With a long history of use in Europe, Hops was not only used in beer, but it also makes a great medicine useful for stress-related digestive upset. Another common use is for various kinds of insomnia, where hormones or stress are a major factor. Its bitter taste is what makes it so effective for digestive issues, but it makes taking it in a tea, not so tolerable.
Passionflower was used in the Native American traditions and is useful for insomnia caused by excessive thinking and worry. It also is useful to reduce anxiety and to calm down spasms in the body. Its a vine, with one of the most beautiful flowers in the plant kingdom.
Awards and Recognition
“UpS Botanical Sanctuaries not only serve as rich depositories for ‘at risk’ North American medicinal plants, but also serve as educational centers for plant conservation and organic cultivation.”
—United Plant Savers (www.unitedplantsavers.org)
“Sacred Seeds is a network of sanctuaries preserving biodiversity and plant knowledge. We accomplish this through living gardens containing locally important plants, focusing on medicinals but including those of ceremonial, food, and craft value. ”
– Sacred Seeds (www. sacredseedssanctuary.org)
Conservation of Endangered Medicinal Plants
Due to overharvesting and other human activities, a variety of native medicinal plants have been deemed “At-Risk” of being endangered, and “To-Watch” to prevent endangered status by United Plant Savers, an organization advocating for the protection of native medicinal plants. The MUIH herb garden contains a variety of these endangered plants as way to build awareness and educate the public about medicinal plant conservation. The chart below shows some of the plants in our garden with their UpS designation.
American Ginseng (Panax quinquefolius)
Black Cohosh (Actaea racemosa)
Bloodroot (Sanguinaria canadensis)
Blue Cohosh (Caulophyllum thalictroides)
Echinacea (Echinacea spp.)
Goldenseal (Hydrastis canadenesis)
Wild Yam (Dioscorea villosa)
Arnica (Arnica spp.)
Butterfly Weed (Asclepias tuberosa)
Lobelia (Lobelia spp.)
Partridge Berry (Mitchella repens)
Stone root (Collinsonia canadensis)
Wild Indigo (Baptisia tinctoria)
Community Herb Walks
Herb Walks are offered to the public so that we can more broadly share our knowledge of and respect for medicinal plants. Attendees spend most of their time in the herb garden getting the opportunity to see, smell and/or touch various herbs. They learn about medicinal uses for the different plants, harvesting approaches, medicine making tips, historical stories, conservation issues and more. A brief tour of the surrounding wild areas of the campus is included.
Herb Garden Internship Program
Student interns sustainably maintain the garden and this opportunity creates experiential learning opportunities. Interns work alongside the herb garden manager doing regular activities such as weeding, planting, creating garden beds, and maintaining plants.

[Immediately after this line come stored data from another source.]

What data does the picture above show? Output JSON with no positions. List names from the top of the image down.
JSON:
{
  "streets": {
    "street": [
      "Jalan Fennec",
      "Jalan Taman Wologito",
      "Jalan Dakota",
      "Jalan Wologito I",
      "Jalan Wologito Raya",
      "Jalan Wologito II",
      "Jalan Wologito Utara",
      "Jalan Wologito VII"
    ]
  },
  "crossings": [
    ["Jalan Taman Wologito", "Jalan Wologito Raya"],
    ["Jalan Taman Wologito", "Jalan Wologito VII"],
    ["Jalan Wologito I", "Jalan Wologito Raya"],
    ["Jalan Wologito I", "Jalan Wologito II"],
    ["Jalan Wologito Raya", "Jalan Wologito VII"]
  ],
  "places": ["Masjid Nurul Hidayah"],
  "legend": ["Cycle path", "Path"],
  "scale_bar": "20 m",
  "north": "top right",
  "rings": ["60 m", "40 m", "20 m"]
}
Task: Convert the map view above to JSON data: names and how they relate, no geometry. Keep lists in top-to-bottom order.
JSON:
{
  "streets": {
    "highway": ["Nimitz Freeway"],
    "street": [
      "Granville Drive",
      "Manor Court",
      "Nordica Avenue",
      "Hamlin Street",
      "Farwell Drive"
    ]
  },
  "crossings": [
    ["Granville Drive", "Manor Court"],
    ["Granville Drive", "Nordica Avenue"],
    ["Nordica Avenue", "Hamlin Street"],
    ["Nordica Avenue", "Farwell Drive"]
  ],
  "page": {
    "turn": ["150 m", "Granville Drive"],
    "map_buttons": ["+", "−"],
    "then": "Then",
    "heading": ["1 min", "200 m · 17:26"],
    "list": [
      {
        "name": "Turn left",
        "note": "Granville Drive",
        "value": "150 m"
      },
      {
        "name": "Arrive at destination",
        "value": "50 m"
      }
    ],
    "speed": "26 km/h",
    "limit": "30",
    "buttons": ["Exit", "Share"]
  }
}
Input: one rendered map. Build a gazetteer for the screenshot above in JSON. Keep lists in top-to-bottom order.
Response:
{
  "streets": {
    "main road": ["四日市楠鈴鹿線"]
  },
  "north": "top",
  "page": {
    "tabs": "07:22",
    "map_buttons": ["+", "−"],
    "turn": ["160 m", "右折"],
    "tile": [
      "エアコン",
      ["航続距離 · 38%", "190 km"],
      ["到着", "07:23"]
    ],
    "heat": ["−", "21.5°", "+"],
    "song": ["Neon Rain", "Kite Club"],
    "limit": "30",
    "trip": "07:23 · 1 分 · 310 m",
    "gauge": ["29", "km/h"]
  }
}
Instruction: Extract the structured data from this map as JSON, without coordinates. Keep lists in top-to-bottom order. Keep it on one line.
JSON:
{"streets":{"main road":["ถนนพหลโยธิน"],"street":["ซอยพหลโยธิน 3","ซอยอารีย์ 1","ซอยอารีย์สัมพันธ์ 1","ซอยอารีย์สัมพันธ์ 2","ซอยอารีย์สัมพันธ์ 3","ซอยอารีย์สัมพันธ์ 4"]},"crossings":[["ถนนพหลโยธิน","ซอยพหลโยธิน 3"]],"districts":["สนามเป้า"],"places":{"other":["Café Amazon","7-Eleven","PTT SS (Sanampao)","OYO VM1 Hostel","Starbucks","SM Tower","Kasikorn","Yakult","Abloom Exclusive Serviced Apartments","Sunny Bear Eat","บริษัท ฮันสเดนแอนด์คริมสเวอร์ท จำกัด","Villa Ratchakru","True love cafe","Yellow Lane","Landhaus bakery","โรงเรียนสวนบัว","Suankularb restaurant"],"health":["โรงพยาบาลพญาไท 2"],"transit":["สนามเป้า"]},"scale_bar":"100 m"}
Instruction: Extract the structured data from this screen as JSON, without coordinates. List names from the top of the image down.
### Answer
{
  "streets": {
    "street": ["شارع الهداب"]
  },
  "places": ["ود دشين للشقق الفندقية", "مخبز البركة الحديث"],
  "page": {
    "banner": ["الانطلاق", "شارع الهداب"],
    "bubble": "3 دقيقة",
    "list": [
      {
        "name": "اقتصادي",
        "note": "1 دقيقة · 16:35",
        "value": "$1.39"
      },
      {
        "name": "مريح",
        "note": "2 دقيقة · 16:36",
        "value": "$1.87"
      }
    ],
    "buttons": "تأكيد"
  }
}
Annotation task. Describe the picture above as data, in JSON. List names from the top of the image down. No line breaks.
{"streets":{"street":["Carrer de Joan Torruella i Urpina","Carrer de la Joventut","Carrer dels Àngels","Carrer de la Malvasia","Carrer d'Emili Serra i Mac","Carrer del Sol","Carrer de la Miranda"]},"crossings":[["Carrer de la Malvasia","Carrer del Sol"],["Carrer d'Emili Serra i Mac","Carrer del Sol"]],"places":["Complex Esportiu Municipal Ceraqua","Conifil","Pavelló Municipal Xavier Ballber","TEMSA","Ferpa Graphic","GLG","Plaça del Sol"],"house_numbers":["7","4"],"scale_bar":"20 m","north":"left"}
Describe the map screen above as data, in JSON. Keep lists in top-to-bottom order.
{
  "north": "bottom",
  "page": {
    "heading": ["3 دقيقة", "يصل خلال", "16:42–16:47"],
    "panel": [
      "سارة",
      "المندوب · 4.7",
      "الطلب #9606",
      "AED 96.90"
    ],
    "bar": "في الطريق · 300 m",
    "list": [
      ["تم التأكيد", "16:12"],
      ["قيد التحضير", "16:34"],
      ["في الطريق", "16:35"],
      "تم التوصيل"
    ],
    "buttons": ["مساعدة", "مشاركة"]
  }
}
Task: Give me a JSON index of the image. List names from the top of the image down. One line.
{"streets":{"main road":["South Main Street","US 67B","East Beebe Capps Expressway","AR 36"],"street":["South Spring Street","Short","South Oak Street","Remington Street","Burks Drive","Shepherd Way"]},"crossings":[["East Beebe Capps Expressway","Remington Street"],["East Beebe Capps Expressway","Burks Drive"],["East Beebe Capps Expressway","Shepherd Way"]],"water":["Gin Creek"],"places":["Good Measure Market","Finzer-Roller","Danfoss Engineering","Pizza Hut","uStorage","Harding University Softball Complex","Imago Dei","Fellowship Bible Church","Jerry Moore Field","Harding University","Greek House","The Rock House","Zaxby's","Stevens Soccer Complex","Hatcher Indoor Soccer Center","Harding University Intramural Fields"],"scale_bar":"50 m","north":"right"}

Herbal medicine has a foundation in the wisdom traditions of the world and an intimate connection with nature. The MUIH herb garden honors these traditions and provides a space for this connection. It is quite complementary to the healing, learning and transformation that is part of the University’s culture.
Jim Duke’s Green Farmacy Garden
Located just three miles from the MUIH campus, Jim Duke’s Green Farmacy Garden provides a rare and enriching learning environment for students. The Green Farmacy Garden was established in 1998, after Duke’s thirty-year career with the USDA. It hosts 300 medicinal plant species from around the world, including vegetation of multiple habitats. Medicinal plants are organized into 80 plots designated for 80 different disease states.
Students and faculty spend many pleasant hours at the Green Farmacy Garden viewing the morphology and spirit of the plants with the passing of the seasons. In a life estate arrangement with Jim and Peggy Duke, MUIH will inherit the garden and the beautiful six acre property.